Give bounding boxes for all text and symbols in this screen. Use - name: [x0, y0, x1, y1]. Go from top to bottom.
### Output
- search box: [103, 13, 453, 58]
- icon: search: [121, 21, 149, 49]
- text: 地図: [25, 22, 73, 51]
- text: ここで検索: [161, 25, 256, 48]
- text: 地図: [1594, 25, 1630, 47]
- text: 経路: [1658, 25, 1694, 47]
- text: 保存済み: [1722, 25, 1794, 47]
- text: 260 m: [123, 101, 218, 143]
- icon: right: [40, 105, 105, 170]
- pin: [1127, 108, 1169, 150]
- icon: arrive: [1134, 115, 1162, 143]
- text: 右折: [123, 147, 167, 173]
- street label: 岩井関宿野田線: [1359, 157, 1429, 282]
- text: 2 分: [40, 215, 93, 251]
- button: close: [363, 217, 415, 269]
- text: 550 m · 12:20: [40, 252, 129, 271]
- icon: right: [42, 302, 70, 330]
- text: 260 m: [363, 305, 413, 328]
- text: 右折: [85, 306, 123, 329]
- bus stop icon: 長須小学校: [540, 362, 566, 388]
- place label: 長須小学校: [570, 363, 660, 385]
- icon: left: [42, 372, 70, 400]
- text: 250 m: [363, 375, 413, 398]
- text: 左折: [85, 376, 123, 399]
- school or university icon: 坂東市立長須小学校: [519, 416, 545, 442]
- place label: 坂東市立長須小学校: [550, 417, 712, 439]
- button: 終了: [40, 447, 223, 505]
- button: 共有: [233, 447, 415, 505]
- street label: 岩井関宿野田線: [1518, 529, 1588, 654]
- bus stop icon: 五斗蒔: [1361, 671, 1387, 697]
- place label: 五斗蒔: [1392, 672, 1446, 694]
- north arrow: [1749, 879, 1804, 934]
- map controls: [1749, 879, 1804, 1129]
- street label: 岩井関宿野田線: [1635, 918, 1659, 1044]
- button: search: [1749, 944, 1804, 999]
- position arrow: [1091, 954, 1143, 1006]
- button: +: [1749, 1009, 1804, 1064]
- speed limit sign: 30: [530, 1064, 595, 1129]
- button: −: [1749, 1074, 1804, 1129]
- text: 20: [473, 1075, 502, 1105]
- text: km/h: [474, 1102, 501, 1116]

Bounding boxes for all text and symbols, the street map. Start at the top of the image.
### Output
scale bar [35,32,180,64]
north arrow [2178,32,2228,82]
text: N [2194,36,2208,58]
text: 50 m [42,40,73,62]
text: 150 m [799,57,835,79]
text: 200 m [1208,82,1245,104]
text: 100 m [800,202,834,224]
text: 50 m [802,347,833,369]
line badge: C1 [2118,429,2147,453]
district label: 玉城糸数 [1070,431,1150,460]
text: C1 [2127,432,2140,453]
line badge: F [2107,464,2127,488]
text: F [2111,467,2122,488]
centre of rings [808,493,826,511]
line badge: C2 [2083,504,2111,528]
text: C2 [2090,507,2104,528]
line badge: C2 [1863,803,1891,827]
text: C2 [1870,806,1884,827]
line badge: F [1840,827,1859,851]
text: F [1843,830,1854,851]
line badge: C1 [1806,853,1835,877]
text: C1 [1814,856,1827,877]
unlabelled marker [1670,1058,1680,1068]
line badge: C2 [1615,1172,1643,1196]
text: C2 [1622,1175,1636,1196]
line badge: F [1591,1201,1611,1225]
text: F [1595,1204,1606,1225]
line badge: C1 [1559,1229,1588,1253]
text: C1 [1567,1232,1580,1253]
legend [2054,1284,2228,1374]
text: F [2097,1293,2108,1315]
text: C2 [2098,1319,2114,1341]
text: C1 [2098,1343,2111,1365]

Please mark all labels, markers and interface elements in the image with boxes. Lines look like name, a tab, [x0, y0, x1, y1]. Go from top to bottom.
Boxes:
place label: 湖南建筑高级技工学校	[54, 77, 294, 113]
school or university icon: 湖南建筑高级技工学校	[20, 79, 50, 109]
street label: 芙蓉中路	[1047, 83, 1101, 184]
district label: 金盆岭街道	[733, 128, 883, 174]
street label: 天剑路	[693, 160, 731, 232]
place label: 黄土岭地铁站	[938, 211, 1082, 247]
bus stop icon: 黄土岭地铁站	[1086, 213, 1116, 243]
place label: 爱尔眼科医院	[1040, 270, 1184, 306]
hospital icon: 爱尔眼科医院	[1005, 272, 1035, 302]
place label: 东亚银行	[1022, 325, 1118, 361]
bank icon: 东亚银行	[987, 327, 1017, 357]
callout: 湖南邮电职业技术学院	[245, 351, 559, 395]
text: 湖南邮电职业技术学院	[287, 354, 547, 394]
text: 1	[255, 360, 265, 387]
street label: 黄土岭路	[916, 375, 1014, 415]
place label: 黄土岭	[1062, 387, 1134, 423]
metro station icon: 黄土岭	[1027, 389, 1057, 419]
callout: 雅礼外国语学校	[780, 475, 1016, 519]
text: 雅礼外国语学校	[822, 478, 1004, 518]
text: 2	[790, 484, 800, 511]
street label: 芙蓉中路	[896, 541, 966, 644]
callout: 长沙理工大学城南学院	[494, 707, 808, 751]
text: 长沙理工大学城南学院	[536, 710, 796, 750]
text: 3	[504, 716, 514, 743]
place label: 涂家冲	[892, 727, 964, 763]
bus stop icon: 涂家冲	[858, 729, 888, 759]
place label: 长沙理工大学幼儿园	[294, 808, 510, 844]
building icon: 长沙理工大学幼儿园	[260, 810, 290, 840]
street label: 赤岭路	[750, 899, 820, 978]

◆ **What the exercise asks**
Output every record in full, exactly as it was given.

◆ **Solution below**
Give bounding boxes for all text and symbols in this screen. Use - name: [x0, y0, x1, y1]. Go from top to bottom.
### Output
- search box: [103, 13, 453, 58]
- icon: search: [121, 21, 149, 49]
- text: 地図: [25, 22, 73, 51]
- text: ここで検索: [161, 25, 256, 48]
- text: 地図: [1594, 25, 1630, 47]
- text: 経路: [1658, 25, 1694, 47]
- text: 保存済み: [1722, 25, 1794, 47]
- text: 260 m: [123, 101, 218, 143]
- icon: right: [40, 105, 105, 170]
- pin: [1127, 108, 1169, 150]
- icon: arrive: [1134, 115, 1162, 143]
- text: 右折: [123, 147, 167, 173]
- street label: 岩井関宿野田線: [1359, 157, 1429, 282]
- text: 2 分: [40, 215, 93, 251]
- button: close: [363, 217, 415, 269]
- text: 550 m · 12:20: [40, 252, 129, 271]
- icon: right: [42, 302, 70, 330]
- text: 260 m: [363, 305, 413, 328]
- text: 右折: [85, 306, 123, 329]
- bus stop icon: 長須小学校: [540, 362, 566, 388]
- place label: 長須小学校: [570, 363, 660, 385]
- icon: left: [42, 372, 70, 400]
- text: 250 m: [363, 375, 413, 398]
- text: 左折: [85, 376, 123, 399]
- school or university icon: 坂東市立長須小学校: [519, 416, 545, 442]
- place label: 坂東市立長須小学校: [550, 417, 712, 439]
- button: 終了: [40, 447, 223, 505]
- button: 共有: [233, 447, 415, 505]
- street label: 岩井関宿野田線: [1518, 529, 1588, 654]
- bus stop icon: 五斗蒔: [1361, 671, 1387, 697]
- place label: 五斗蒔: [1392, 672, 1446, 694]
- north arrow: [1749, 879, 1804, 934]
- map controls: [1749, 879, 1804, 1129]
- street label: 岩井関宿野田線: [1635, 918, 1659, 1044]
- button: search: [1749, 944, 1804, 999]
- position arrow: [1091, 954, 1143, 1006]
- button: +: [1749, 1009, 1804, 1064]
- speed limit sign: 30: [530, 1064, 595, 1129]
- button: −: [1749, 1074, 1804, 1129]
- text: 20: [473, 1075, 502, 1105]
- text: km/h: [474, 1102, 501, 1116]

Bounding boxes for all text and symbols, the street map. Start at the top of the image.
### Output
scale bar [35,32,180,64]
north arrow [2178,32,2228,82]
text: N [2194,36,2208,58]
text: 50 m [42,40,73,62]
text: 150 m [799,57,835,79]
text: 200 m [1208,82,1245,104]
text: 100 m [800,202,834,224]
text: 50 m [802,347,833,369]
line badge: C1 [2118,429,2147,453]
district label: 玉城糸数 [1070,431,1150,460]
text: C1 [2127,432,2140,453]
line badge: F [2107,464,2127,488]
text: F [2111,467,2122,488]
centre of rings [808,493,826,511]
line badge: C2 [2083,504,2111,528]
text: C2 [2090,507,2104,528]
line badge: C2 [1863,803,1891,827]
text: C2 [1870,806,1884,827]
line badge: F [1840,827,1859,851]
text: F [1843,830,1854,851]
line badge: C1 [1806,853,1835,877]
text: C1 [1814,856,1827,877]
unlabelled marker [1670,1058,1680,1068]
line badge: C2 [1615,1172,1643,1196]
text: C2 [1622,1175,1636,1196]
line badge: F [1591,1201,1611,1225]
text: F [1595,1204,1606,1225]
line badge: C1 [1559,1229,1588,1253]
text: C1 [1567,1232,1580,1253]
legend [2054,1284,2228,1374]
text: F [2097,1293,2108,1315]
text: C2 [2098,1319,2114,1341]
text: C1 [2098,1343,2111,1365]

Please mark all labels, markers and interface elements in the image with boxes. Lines look like name, a tab, [x0, y0, x1, y1]. Go from top to bottom.
Boxes:
place label: 湖南建筑高级技工学校	[54, 77, 294, 113]
school or university icon: 湖南建筑高级技工学校	[20, 79, 50, 109]
street label: 芙蓉中路	[1047, 83, 1101, 184]
district label: 金盆岭街道	[733, 128, 883, 174]
street label: 天剑路	[693, 160, 731, 232]
place label: 黄土岭地铁站	[938, 211, 1082, 247]
bus stop icon: 黄土岭地铁站	[1086, 213, 1116, 243]
place label: 爱尔眼科医院	[1040, 270, 1184, 306]
hospital icon: 爱尔眼科医院	[1005, 272, 1035, 302]
place label: 东亚银行	[1022, 325, 1118, 361]
bank icon: 东亚银行	[987, 327, 1017, 357]
callout: 湖南邮电职业技术学院	[245, 351, 559, 395]
text: 湖南邮电职业技术学院	[287, 354, 547, 394]
text: 1	[255, 360, 265, 387]
street label: 黄土岭路	[916, 375, 1014, 415]
place label: 黄土岭	[1062, 387, 1134, 423]
metro station icon: 黄土岭	[1027, 389, 1057, 419]
callout: 雅礼外国语学校	[780, 475, 1016, 519]
text: 雅礼外国语学校	[822, 478, 1004, 518]
text: 2	[790, 484, 800, 511]
street label: 芙蓉中路	[896, 541, 966, 644]
callout: 长沙理工大学城南学院	[494, 707, 808, 751]
text: 长沙理工大学城南学院	[536, 710, 796, 750]
text: 3	[504, 716, 514, 743]
place label: 涂家冲	[892, 727, 964, 763]
bus stop icon: 涂家冲	[858, 729, 888, 759]
place label: 长沙理工大学幼儿园	[294, 808, 510, 844]
building icon: 长沙理工大学幼儿园	[260, 810, 290, 840]
street label: 赤岭路	[750, 899, 820, 978]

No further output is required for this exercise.